* Task to complete *
Exact reproduction required: the lines below from the line with "ctx.lineWidth = width;" to the line with "ctx.lineWidth = 5;", both ends included, and no others.

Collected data

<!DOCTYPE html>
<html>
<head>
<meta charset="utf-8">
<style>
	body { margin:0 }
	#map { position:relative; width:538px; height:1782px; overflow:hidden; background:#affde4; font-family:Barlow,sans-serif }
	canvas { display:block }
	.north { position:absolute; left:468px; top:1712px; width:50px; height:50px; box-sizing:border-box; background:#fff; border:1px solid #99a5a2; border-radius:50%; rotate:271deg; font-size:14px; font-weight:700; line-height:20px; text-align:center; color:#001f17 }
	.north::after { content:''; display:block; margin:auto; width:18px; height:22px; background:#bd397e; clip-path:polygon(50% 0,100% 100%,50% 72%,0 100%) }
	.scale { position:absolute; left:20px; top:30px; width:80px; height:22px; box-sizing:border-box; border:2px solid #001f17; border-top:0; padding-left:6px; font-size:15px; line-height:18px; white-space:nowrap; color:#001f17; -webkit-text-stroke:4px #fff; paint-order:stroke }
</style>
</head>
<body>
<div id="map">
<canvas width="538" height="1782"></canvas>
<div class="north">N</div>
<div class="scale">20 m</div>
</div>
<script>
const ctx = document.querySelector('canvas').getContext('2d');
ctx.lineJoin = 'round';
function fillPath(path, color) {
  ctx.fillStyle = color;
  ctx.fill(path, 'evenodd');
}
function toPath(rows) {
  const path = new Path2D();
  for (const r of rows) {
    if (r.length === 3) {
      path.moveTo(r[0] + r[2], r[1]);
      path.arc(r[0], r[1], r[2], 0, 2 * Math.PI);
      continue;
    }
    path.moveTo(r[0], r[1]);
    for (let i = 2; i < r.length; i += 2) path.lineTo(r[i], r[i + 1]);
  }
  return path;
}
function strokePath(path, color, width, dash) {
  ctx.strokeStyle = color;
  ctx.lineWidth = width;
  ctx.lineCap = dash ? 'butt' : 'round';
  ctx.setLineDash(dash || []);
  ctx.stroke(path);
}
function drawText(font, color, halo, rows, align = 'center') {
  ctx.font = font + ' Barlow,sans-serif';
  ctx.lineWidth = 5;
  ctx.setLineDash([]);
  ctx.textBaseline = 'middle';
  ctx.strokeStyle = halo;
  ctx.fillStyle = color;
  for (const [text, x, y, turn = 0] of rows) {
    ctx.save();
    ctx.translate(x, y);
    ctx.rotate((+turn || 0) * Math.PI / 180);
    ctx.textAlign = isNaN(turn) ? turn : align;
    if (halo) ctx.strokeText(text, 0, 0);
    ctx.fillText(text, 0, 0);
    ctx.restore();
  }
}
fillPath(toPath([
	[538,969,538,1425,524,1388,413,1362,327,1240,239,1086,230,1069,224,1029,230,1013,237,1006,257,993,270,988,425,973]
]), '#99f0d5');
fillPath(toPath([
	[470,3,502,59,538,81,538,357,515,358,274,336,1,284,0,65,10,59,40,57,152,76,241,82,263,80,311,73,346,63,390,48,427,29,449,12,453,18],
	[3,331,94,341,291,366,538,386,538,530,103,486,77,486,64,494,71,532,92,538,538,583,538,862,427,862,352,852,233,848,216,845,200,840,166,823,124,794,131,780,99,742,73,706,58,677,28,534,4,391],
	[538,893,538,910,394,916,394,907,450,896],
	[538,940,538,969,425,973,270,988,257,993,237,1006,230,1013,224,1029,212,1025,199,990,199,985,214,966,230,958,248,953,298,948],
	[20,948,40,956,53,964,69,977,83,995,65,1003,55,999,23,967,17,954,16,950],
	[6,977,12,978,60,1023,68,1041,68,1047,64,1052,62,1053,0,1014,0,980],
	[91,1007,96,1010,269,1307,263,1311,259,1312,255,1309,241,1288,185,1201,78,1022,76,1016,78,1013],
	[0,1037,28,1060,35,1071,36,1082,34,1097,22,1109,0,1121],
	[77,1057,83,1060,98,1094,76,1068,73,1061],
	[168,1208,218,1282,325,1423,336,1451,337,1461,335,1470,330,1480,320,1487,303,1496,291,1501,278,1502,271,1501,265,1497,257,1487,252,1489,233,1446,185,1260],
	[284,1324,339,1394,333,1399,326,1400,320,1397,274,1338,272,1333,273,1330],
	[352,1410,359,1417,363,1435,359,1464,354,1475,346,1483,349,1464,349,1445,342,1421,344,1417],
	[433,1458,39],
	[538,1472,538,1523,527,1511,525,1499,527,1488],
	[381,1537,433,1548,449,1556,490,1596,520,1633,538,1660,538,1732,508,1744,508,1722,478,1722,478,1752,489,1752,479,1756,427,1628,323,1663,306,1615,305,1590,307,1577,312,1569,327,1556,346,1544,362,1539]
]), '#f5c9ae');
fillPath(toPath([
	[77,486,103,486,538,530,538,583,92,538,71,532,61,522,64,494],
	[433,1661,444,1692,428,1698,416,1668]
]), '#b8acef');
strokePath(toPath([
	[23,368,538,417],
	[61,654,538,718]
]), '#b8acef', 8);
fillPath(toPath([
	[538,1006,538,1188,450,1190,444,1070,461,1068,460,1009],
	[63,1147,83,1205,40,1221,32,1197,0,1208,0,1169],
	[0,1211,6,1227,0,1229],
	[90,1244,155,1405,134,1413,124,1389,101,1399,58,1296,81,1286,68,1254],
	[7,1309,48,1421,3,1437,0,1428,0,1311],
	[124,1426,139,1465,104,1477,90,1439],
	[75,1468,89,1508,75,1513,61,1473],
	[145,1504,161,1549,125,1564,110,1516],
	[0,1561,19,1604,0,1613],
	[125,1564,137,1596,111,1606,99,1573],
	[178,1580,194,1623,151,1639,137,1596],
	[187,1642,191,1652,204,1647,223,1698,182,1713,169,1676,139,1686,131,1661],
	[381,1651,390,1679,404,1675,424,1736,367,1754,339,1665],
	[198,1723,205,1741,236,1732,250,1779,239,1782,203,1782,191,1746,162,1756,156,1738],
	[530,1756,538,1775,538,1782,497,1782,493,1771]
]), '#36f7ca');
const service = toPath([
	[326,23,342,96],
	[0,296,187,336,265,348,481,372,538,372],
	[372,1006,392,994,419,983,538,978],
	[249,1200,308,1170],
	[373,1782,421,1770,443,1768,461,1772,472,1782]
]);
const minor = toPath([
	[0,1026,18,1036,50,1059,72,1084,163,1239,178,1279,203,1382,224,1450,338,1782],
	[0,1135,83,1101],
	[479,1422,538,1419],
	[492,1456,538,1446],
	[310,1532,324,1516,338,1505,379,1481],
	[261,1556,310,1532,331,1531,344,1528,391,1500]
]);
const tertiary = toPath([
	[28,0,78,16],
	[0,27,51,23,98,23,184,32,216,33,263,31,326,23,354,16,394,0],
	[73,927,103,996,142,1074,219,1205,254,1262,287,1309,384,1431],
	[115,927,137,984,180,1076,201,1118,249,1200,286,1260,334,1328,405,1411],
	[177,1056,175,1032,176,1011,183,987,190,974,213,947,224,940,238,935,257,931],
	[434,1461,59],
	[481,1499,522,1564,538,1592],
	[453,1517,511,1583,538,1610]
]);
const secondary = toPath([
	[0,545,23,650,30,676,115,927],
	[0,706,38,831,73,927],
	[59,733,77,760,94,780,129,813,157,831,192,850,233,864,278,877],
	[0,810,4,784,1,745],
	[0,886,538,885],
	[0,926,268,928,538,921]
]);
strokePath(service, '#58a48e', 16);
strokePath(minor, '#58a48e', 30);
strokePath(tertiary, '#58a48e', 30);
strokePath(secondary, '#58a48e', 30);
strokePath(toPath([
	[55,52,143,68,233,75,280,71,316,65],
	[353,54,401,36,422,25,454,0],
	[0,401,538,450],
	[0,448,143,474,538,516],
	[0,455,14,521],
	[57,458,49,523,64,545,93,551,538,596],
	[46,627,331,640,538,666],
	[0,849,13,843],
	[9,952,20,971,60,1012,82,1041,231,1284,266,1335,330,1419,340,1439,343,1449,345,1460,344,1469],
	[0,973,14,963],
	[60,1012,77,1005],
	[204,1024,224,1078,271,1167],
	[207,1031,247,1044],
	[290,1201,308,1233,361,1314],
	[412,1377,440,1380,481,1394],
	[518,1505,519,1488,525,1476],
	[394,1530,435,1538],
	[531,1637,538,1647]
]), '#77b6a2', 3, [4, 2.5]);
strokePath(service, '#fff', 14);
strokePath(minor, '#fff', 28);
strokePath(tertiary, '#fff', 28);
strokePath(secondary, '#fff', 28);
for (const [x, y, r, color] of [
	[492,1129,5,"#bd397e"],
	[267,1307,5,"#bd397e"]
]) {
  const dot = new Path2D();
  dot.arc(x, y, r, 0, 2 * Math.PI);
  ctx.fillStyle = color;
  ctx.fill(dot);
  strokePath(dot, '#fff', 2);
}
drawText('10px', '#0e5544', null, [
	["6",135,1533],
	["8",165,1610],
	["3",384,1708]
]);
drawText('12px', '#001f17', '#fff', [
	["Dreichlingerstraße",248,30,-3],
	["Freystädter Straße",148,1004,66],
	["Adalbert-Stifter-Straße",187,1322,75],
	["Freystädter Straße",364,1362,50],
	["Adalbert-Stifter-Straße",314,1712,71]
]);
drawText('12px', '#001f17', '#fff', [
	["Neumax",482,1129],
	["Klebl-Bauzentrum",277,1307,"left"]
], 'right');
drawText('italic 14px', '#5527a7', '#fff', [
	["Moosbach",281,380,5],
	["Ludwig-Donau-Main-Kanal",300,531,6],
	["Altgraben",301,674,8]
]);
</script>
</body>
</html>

* Answer to this task *
  ctx.lineWidth = width;
  ctx.lineCap = dash ? 'butt' : 'round';
  ctx.setLineDash(dash || []);
  ctx.stroke(path);
}
function drawText(font, color, halo, rows, align = 'center') {
  ctx.font = font + ' Barlow,sans-serif';
  ctx.lineWidth = 5;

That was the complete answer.